The response should consist of every line below, restated exactly, with no pictures.

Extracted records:
+ + + + +

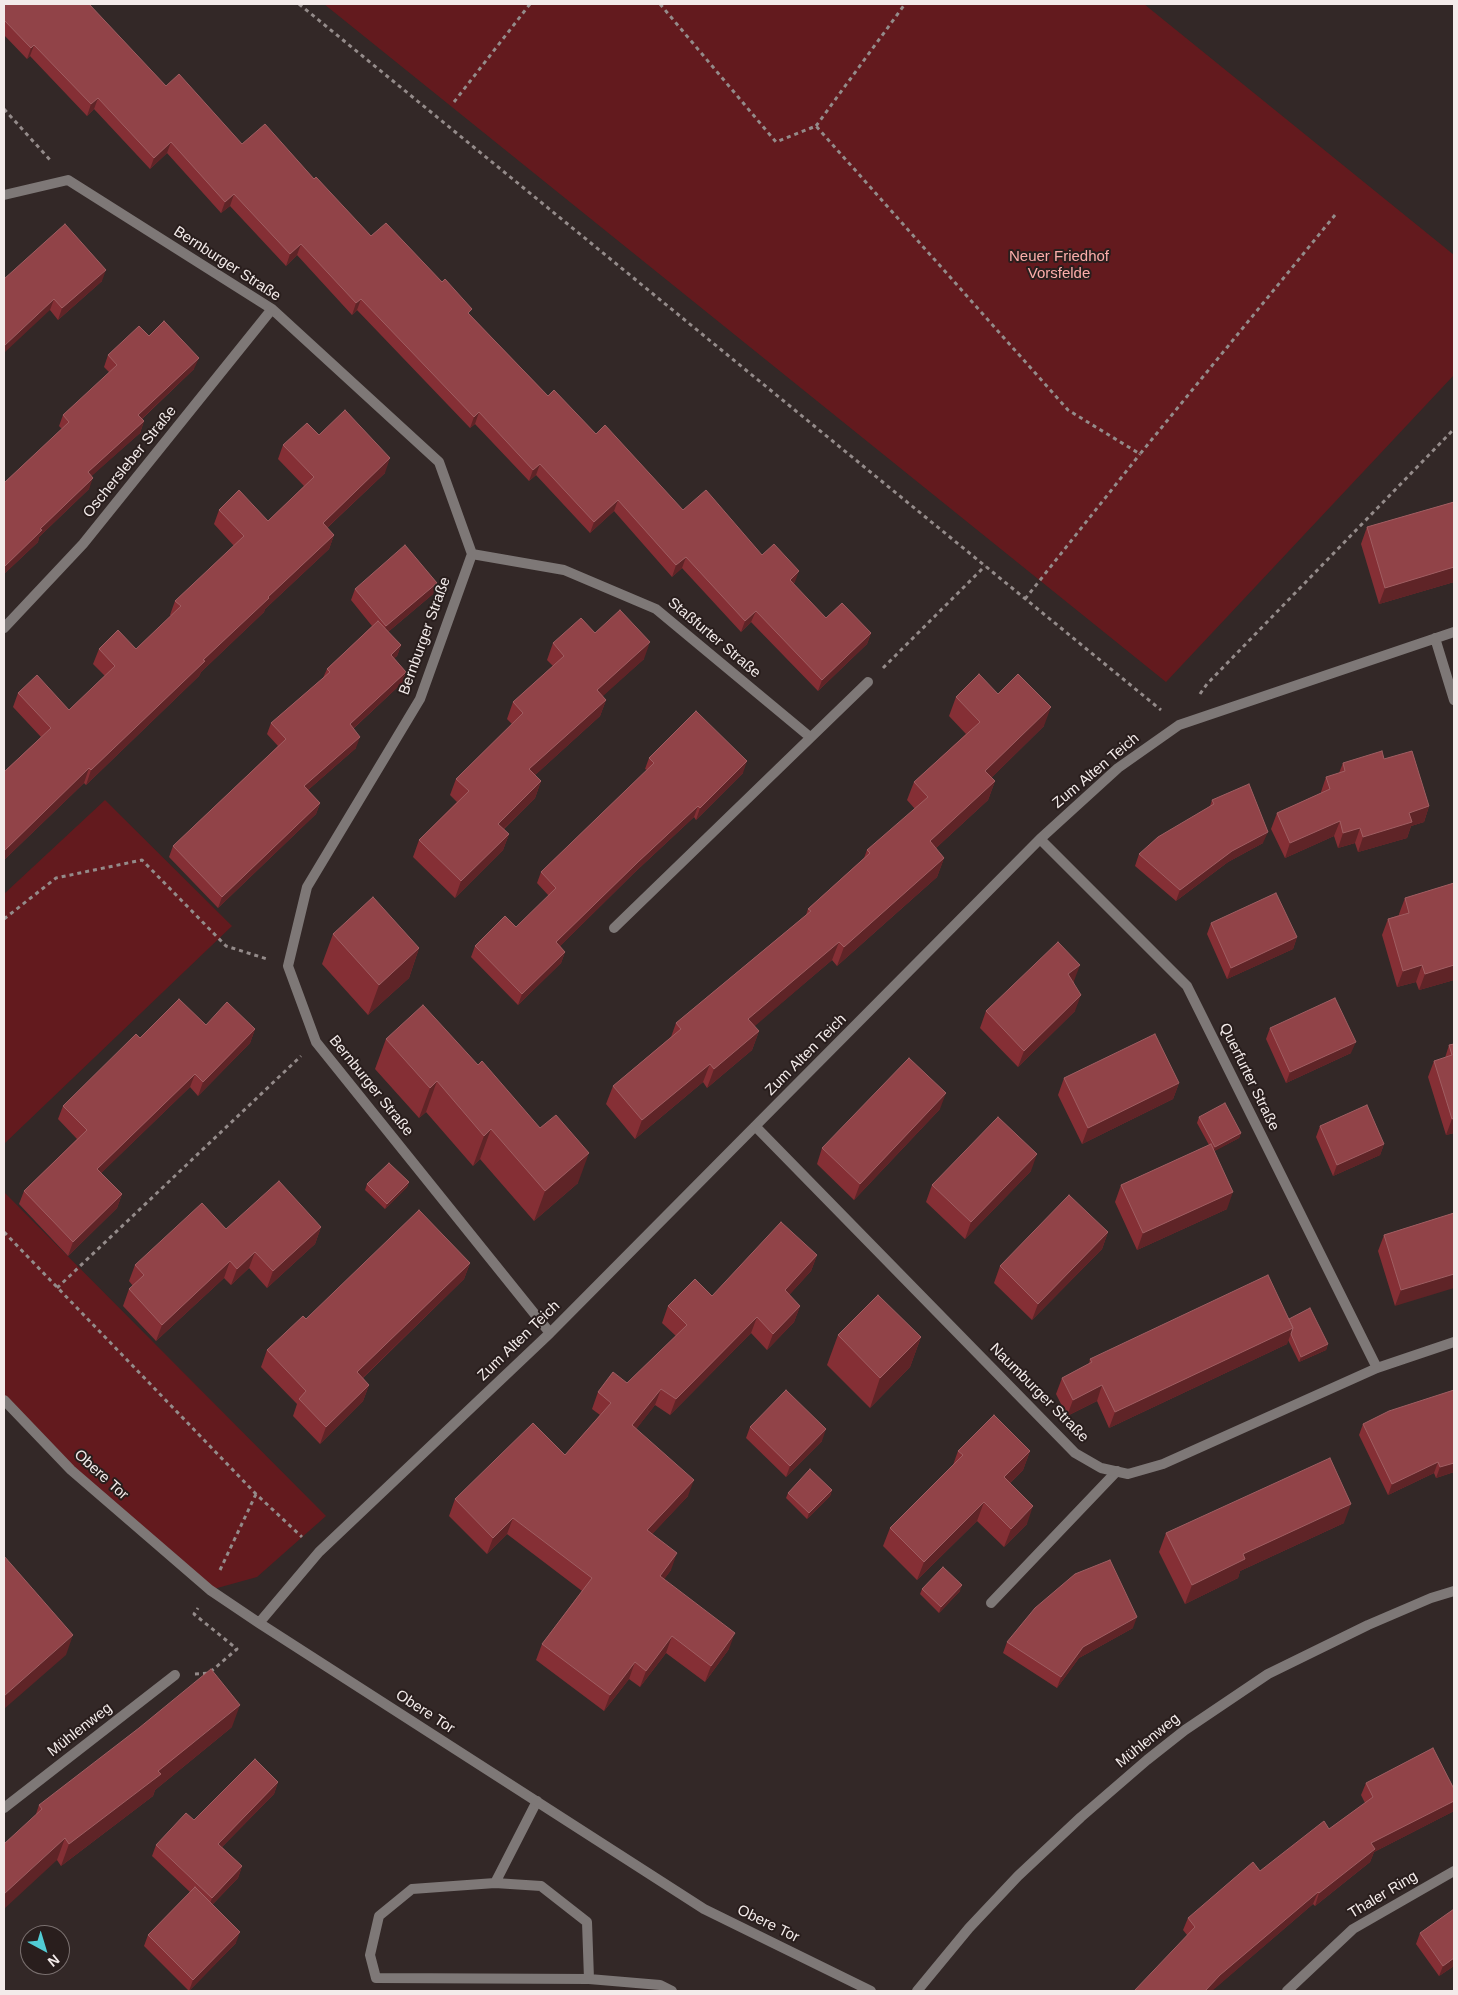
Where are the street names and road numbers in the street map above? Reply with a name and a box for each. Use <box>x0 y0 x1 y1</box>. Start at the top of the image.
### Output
street label: Bernburger Straße <box>170 223 284 305</box>
street label: Oschersleber Straße <box>79 403 181 521</box>
street label: Bernburger Straße <box>395 575 455 697</box>
street label: Staßfurter Straße <box>664 594 764 682</box>
street label: Zum Alten Teich <box>1049 730 1143 812</box>
street label: Zum Alten Teich <box>762 1011 850 1099</box>
street label: Querfurter Straße <box>1215 1020 1283 1134</box>
street label: Bernburger Straße <box>325 1032 417 1140</box>
street label: Zum Alten Teich <box>474 1297 564 1385</box>
street label: Naumburger Straße <box>986 1340 1092 1446</box>
street label: Obere Tor <box>70 1446 132 1504</box>
street label: Obere Tor <box>392 1686 458 1738</box>
street label: Mühlenweg <box>44 1699 116 1761</box>
street label: Mühlenweg <box>1113 1710 1183 1772</box>
street label: Thaler Ring <box>1345 1867 1421 1923</box>
street label: Obere Tor <box>734 1901 802 1947</box>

+ + + + +

Solution to this problem ▸
Where are the street names and road numbers in the street map above? Reply with a name and a box for each. Use <box>x0 y0 x1 y1</box>. Start at the top of the image.
### Output
street label: Bernburger Straße <box>170 223 284 305</box>
street label: Oschersleber Straße <box>79 403 181 521</box>
street label: Bernburger Straße <box>395 575 455 697</box>
street label: Staßfurter Straße <box>664 594 764 682</box>
street label: Zum Alten Teich <box>1049 730 1143 812</box>
street label: Zum Alten Teich <box>762 1011 850 1099</box>
street label: Querfurter Straße <box>1215 1020 1283 1134</box>
street label: Bernburger Straße <box>325 1032 417 1140</box>
street label: Zum Alten Teich <box>474 1297 564 1385</box>
street label: Naumburger Straße <box>986 1340 1092 1446</box>
street label: Obere Tor <box>70 1446 132 1504</box>
street label: Obere Tor <box>392 1686 458 1738</box>
street label: Mühlenweg <box>44 1699 116 1761</box>
street label: Mühlenweg <box>1113 1710 1183 1772</box>
street label: Thaler Ring <box>1345 1867 1421 1923</box>
street label: Obere Tor <box>734 1901 802 1947</box>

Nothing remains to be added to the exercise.